Check the tax office first to find out. If or when they go into arrears,

the county will eventually hold a tax sale on the property and you can 

bid on it and if it's in the condition you claim it is and barring the possibility

that someone in city hall isn't planning an urban renewal in that area, the

odds are you could end up owning it. Then you can tear it down and be happy.


But 'I'm guessing that isn't the information that you really want to hear . . .


----------



## MO_cows

The city would have to declare it abandoned or hazardous or whatever their criteria are. Then it might still sit for years until they find the money in the budget to raze it. Maybe you'll get lucky and some homeless or druggies will use it and start a fire......


----------



## Guest

Here, the building inspectors office.


----------



## Sawmill Jim

A trip to the Mayor's office might help especially if said mayor is up for reelection . Give the Mayor a pat on the back reminding him/her what a great job they are doing and that you have so many votes at your house . Then spring your thoughts on him/her . 

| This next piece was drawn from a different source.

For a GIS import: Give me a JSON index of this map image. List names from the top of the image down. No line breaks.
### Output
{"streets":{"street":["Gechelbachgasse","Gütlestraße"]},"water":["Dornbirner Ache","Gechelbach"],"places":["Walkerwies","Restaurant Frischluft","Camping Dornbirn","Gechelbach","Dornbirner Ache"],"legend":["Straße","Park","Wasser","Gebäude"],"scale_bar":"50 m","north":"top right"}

If you want to buy it this way it will be near nothing . A town near here if you take responsibility for a place like that you can get for $1.00 that is enough for a legal sale


----------



## Common Tator

I'll be watching this thread with interest. There is an abandoned house behind ours. Been empty for at least 15 years. Very heavily vandalized.


----------



## arabian knight

Around my area old houses that are ready to be torn down are used to train firefighters and they come out and burn the place down for training purposes and that is handled through the tech schools around that teach firefighting.


----------



## Guest

Even at that, they would need to be condemned by due process. Some towns are really on the ball about that, rural areas in counties, not at all. Here, anyway. I still think a call to the local building inspectors office is the obvious first move.


----------



## CaliannG

I'm not sure that you CAN get it condemned unless you can prove that it is a hazard for others.

Out here, we have houses all over the place that are over 100 years old, partially collapse, and leaning....more bits of them fall down every year. The county isn't going to tear them down because there are not utilities hooked up to them, and therefore they only pose a hazard to either the owner, or people who shouldn't be on the property in the first place.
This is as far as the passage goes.